At first glance, one might mistake Connade for a nod to Japanese design sensibilities—but this is a misinterpretation of context, and context is crucial to understanding both the label and Shelley herself. As Shelley points out, Connade is first and foremost an expression of African minimalism—a design philosophy rooted in clarity and cultural depth, centering form, function, and heritage without excess; “sometimes the word ‘minimalism’ can get taken out of context. People see it as a style instead of a way of doing things. For me, it’s about restraint—implementing what’s necessary to create what needs to be, not a stylistic trend. It’s about understanding that things don’t have to be too much and that there should be a sense of meaning.”

Unlike Western minimalism, which often strips away context, African minimalism preserves cultural narrative and symbolism within clean, refined expressions. Connade’s collections are, therefore, perennially and expressively minimal, deeply enriched, and always carry a spiritual and mythological undercurrent.

African minimalism is both a historical philosophy and a contemporary movement, and we can see it reveals itself in the geometric precision of Ndebele mural art, the sculptural restraint of Dogon architecture in Mali, and the intentional simplicity of Zulu basket weaving; with coiled forms and earth-toned patterns functionally encoded with social and spiritual meaning. Shaped by ancestral knowledge— and favouring natural materials, muted palettes, and thoughtful, intentional construction—it is a mantle of expression intrinsic across the continent. For Shelley, the mythos of Connade is integrated across the multiplicity within her identity, and the commitment to absorbing reality as she sees it. 

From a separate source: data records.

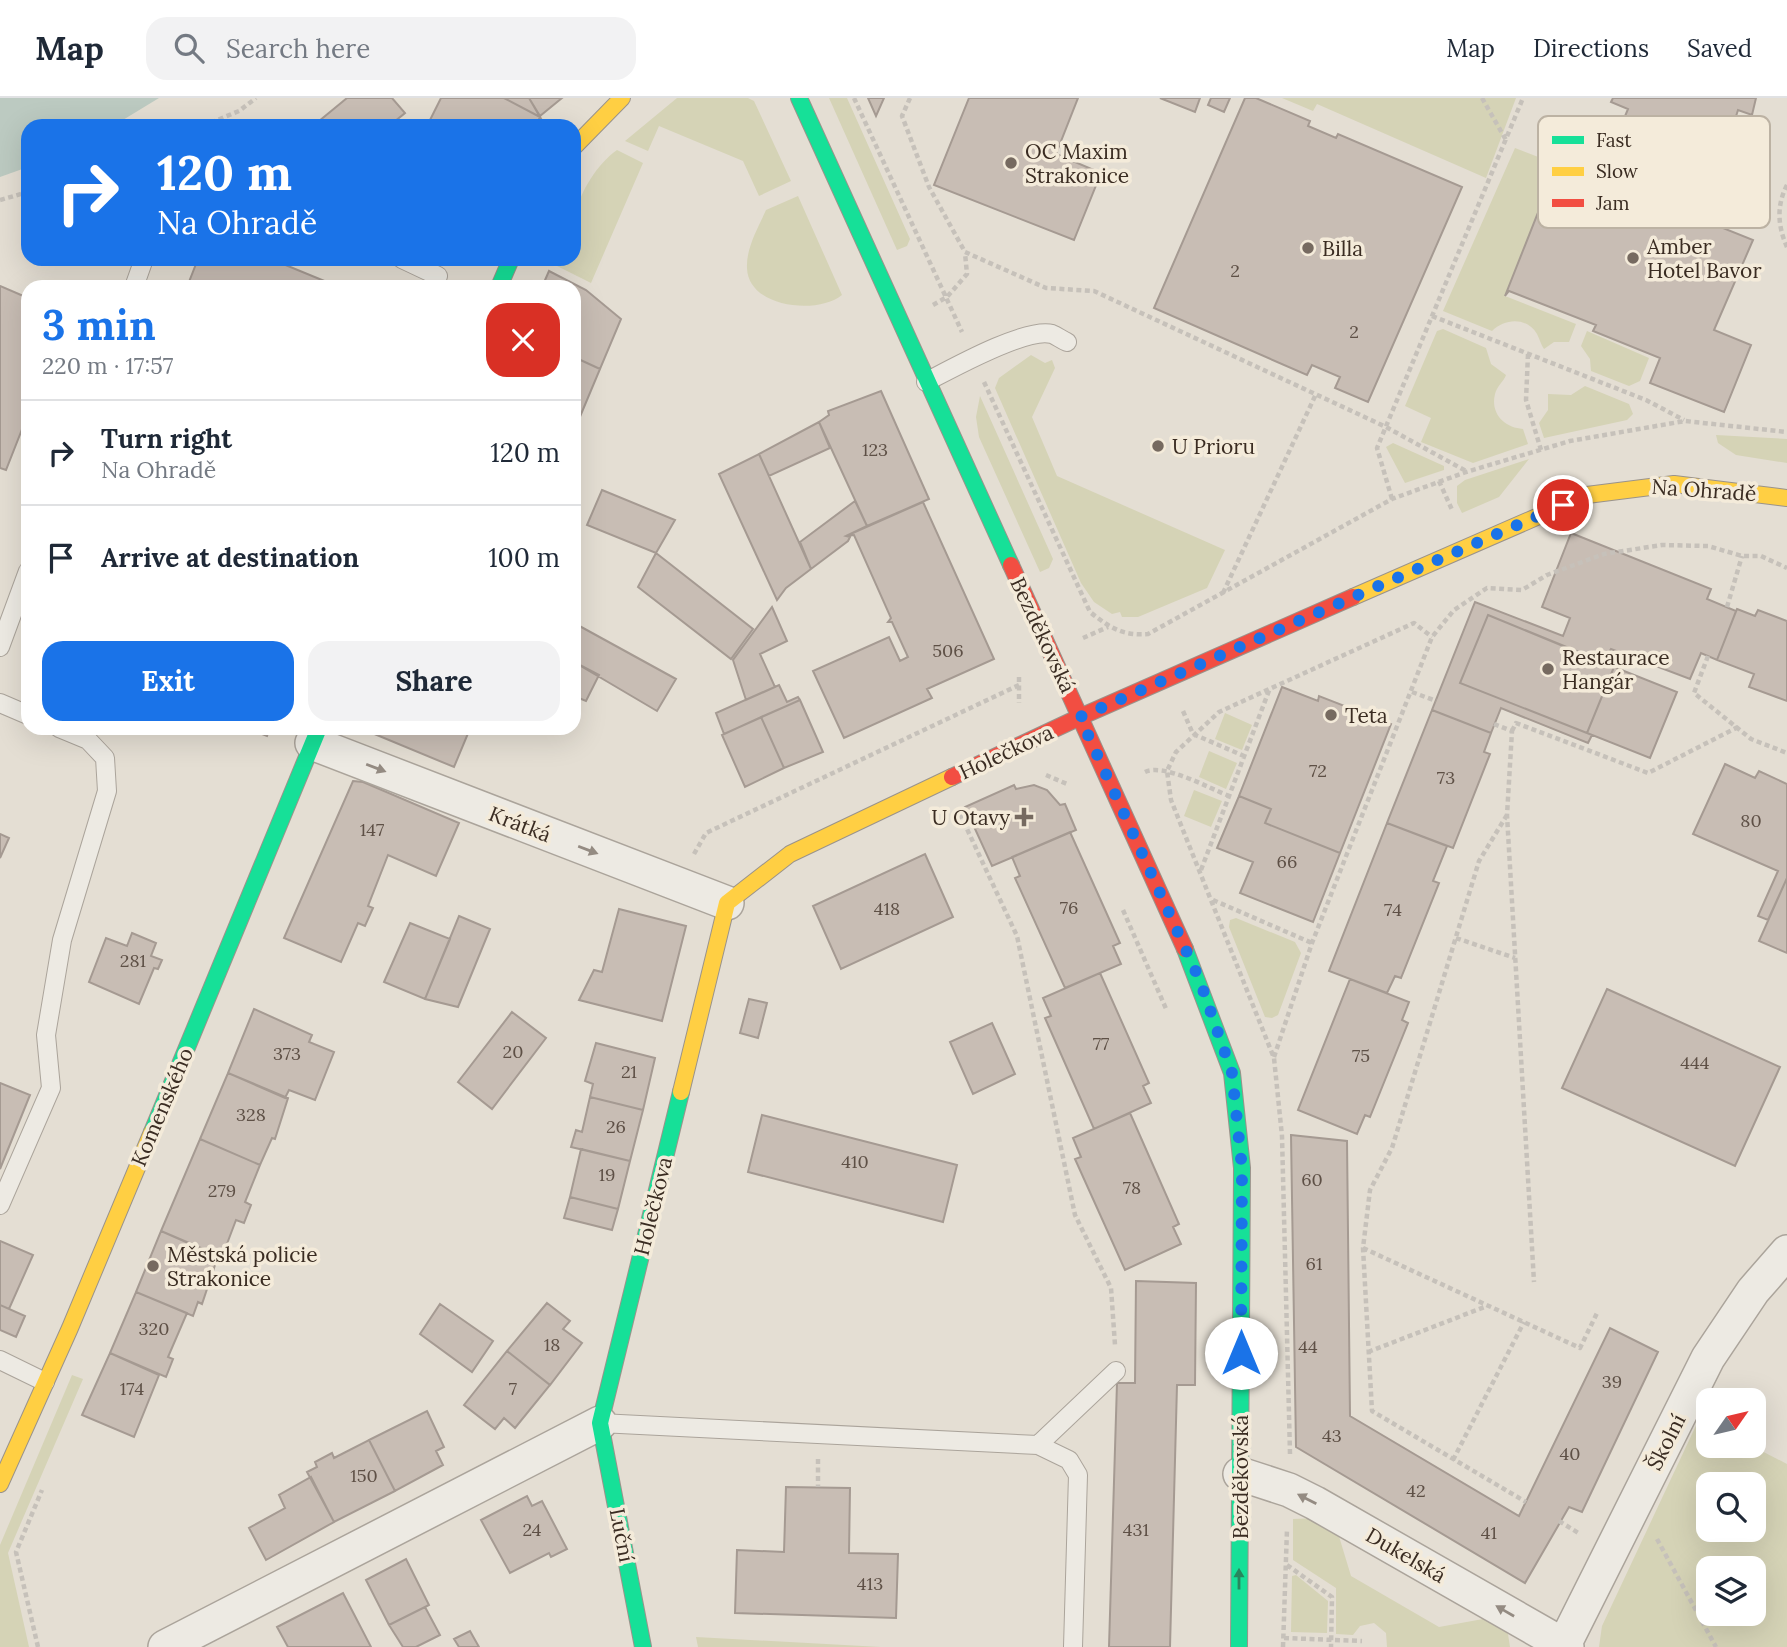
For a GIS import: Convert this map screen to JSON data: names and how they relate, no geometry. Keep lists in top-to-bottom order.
{
  "streets": {
    "street": [
      "Na Ohradě",
      "Bezděkovská",
      "Holečkova",
      "Krátká",
      "Komenského",
      "Školní",
      "Luční",
      "Dukelská"
    ]
  },
  "crossings": [
    ["Na Ohradě", "Bezděkovská"],
    ["Na Ohradě", "Holečkova"],
    ["Bezděkovská", "Holečkova"],
    ["Bezděkovská", "Dukelská"],
    ["Holečkova", "Krátká"],
    ["Holečkova", "Luční"],
    ["Krátká", "Komenského"],
    ["Školní", "Dukelská"]
  ],
  "one_way": ["Krátká", "Dukelská"],
  "places": {
    "other": [
      "OC Maxim Strakonice",
      "Billa",
      "Amber Hotel Bavor",
      "U Prioru",
      "Restaurace Hangár",
      "Teta",
      "Městská policie Strakonice"
    ],
    "health": ["U Otavy"]
  },
  "house_numbers": [
    "2",
    "2",
    "123",
    "506",
    "72",
    "73",
    "80",
    "147",
    "66",
    "76",
    "418",
    "74",
    "281",
    "77",
    "20",
    "373",
    "75",
    "444",
    "21",
    "328",
    "26",
    "410",
    "19",
    "60",
    "78",
    "279",
    "61",
    "320",
    "18",
    "44",
    "39",
    "174",
    "7",
    "43",
    "40",
    "150",
    "42",
    "24",
    "431",
    "41",
    "413"
  ],
  "legend": ["Fast", "Slow", "Jam"],
  "north": "top right",
  "page": {
    "header": "Map",
    "search": "Search here",
    "nav": ["Map", "Directions", "Saved"],
    "turn": ["120 m", "Na Ohradě"],
    "heading": ["3 min", "220 m · 17:57"],
    "list": [
      {
        "name": "Turn right",
        "note": "Na Ohradě",
        "value": "120 m"
      },
      {
        "name": "Arrive at destination",
        "value": "100 m"
      }
    ],
    "buttons": ["Exit", "Share"]
  }
}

Shelley Mokoena, courtesy of Connade

‘Black Light’ SS25 Collection, courtesy of Connade

‘Black Light’ SS25 Collection, courtesy of Connade

Shelley shares that, “coming from an African standpoint, I knew I didn’t want to create what people typically call ‘African fashion’. I wanted to bring a perspective that was unique to my own experience — to combine my design background with the simplicity and form I see in African architecture and design. I was interested in this balance between absence and presence — in using space, restraint, texture — to create something I personally haven’t experienced before.”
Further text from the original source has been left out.